Ainda, sob o viés financeiro, outro aspecto a ser pontuado é que a ocorrência de casos de assédio leva ao aumento da taxa de turnover, isto é, da taxa de rotatividade de empregados na empresa. Isto porque tais situações levam a pedidos de demissão por parte daqueles afetados direta ou até indiretamente por casos de assédio, o que traz repercussões de ordem financeira, uma vez que são consideráveis as despesas com a rescisão contratual e com recrutamento, seleção, treinamento e integração de novos profissionais. Assim sendo, evitar a ocorrência de casos de assédio de forma ativa é fundamental para a redução das taxas de turnover e, consequentemente, para a manutenção da saúde financeira da organização.
Outrossim, as ações judiciais e as ações civis públicas que versam sobre assédio moral igualmente representam um ônus financeiro significativo para as empresas e podem ensejar condenações em valores expressivos. No ano de 2015, em uma Ação Civil Pública bastante emblemática, uma construtora do Rio de Janeiro foi condenada a pagar indenização por dano moral coletivo de R$ 5 milhões em decorrência de assédio moral praticado por seu gerente jurídico7. Além da condenação pecuniária, a empresa foi obrigada a impedir qualquer prática de assédio moral, elaborar um programa permanente de prevenção ao assédio, criar mecanismos de denúncia, entregar aos empregados cartilhas sobre o tema e realizar palestras de conscientização, a cada seis meses, para a manutenção de um ambiente de trabalho moralmente sadio.

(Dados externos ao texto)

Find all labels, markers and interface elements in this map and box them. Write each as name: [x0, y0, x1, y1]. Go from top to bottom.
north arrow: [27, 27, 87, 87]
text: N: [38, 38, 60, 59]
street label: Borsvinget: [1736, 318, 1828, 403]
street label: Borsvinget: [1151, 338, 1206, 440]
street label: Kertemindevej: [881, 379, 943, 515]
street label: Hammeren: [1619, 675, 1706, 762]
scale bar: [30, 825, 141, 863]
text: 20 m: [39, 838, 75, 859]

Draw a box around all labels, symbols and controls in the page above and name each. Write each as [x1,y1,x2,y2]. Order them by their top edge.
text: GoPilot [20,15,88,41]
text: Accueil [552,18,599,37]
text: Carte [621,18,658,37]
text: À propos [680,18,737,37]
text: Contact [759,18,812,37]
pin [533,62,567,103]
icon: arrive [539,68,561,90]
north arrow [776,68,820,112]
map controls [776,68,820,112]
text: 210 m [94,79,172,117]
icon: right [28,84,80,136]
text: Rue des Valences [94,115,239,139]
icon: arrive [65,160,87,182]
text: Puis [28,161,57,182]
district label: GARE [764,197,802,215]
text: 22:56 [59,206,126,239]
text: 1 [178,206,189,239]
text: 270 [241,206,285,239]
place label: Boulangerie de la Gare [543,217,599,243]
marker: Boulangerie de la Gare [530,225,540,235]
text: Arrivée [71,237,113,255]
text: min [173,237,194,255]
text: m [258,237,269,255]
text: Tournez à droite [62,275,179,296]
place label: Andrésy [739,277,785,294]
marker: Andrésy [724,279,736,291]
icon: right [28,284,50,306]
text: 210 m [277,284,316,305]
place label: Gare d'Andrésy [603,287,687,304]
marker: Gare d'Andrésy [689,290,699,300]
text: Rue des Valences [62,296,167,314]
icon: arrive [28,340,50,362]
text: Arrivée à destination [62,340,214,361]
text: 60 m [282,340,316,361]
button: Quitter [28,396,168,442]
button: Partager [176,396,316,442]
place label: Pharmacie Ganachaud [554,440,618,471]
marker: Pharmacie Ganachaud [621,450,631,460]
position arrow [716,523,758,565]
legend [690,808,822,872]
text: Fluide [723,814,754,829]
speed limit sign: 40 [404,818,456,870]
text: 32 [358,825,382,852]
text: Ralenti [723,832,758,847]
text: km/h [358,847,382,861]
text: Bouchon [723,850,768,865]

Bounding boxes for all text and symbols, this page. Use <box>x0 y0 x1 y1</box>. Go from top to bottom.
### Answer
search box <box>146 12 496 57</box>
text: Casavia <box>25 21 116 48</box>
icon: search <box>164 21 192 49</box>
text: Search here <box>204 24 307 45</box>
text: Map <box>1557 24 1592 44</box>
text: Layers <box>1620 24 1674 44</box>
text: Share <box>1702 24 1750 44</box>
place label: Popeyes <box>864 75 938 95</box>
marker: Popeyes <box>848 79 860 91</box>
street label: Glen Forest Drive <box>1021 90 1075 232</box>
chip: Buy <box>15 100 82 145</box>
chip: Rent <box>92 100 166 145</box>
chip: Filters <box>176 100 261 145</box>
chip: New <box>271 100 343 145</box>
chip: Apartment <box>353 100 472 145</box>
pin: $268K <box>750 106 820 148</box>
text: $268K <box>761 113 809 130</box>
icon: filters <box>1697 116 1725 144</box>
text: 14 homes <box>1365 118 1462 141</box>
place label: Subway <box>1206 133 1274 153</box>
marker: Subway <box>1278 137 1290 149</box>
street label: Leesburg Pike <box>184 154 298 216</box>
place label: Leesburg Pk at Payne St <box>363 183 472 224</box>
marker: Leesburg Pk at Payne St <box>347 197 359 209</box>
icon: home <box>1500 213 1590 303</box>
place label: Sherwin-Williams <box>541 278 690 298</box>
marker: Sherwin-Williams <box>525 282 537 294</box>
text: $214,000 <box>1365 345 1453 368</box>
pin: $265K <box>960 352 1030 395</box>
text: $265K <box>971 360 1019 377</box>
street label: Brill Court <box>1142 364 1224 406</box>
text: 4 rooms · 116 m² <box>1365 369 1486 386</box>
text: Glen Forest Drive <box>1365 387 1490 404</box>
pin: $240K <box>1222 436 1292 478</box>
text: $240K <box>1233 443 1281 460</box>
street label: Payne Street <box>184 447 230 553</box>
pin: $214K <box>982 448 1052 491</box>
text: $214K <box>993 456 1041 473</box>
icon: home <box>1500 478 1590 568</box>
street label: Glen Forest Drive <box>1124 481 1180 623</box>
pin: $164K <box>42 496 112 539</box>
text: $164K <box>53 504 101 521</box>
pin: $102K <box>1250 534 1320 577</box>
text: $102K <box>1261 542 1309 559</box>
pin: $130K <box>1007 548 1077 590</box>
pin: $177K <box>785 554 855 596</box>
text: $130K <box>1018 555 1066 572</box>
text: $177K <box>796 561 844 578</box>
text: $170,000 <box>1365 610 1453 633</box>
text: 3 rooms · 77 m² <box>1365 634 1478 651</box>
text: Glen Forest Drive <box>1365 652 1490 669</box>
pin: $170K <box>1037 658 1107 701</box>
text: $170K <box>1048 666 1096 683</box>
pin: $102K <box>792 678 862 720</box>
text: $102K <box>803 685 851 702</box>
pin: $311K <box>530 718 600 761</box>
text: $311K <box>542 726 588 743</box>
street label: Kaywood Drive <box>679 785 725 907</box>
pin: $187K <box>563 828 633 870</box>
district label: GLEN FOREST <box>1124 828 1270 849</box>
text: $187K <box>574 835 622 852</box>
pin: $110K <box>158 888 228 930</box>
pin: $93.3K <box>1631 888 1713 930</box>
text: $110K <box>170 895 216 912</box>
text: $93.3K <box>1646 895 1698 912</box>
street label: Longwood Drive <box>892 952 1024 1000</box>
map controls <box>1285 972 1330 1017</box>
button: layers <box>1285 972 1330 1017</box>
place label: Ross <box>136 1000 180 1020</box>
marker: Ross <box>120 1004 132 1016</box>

Para além do aspecto financeiro, o assédio moral também causa impactos de ordem social nas empresas. Colaboradores que enfrentam situações de assédio experimentam frequentemente danos à sua integridade psíquica, os quais não apenas afetam a saúde mental individual, mas também se estendem para o âmbito profissional, prejudicando as relações de trabalho e o seu desempenho. Ademais, o assédio moral gera um clima organizacional negativo, que prejudica todos os funcionários, na medida em que uma cultura que tolera o assédio contribui para a desmotivação generalizada, prejudica a coesão da equipe e, por consequência, reduz a produtividade e, até mesmo, o interesse das pessoas em trabalhar na empresa.
Outro ponto importante de se destacar em relação ao clima organizacional é a repercussão negativa dos casos de assédio moral na reputação das empresas e a possível desvalorização da sua marca perante clientes, acionistas, investidores, consumidores e perante a sociedade como um todo. Em uma época em que pautas como o ESG e o compliance estão efervescentes no mundo corporativo, não há espaço para tolerância em relação a condutas de assédio dentro das organizações empresariais. Hoje, as empresas, de modo geral, desejam realizar negócios com organizações que respeitam e investem em questões de ordem social e compliance, sendo fundamental que estas assegurem um meio ambiente de trabalho saudável, seguro, digno e livre de assédio para se manter competitivas no mercado.
Trata-se, então, de adotar uma abordagem proativa na prevenção e no combate ao assédio moral para garantir um ambiente de trabalho seguro, saudável e produtivo a todos os trabalhadores e, consequentemente, manter a empresa competitiva e sustentável no mercado. Ao comprometer-se com a prevenção e com o combate ao assédio moral, as empresas não apenas cumprem com suas responsabilidades éticas e legais, mas também garantem um ambiente de trabalho que promove o bem-estar de todos os seus colaboradores, garantindo, assim, a sustentabilidade e o sucesso do negócio no longo prazo.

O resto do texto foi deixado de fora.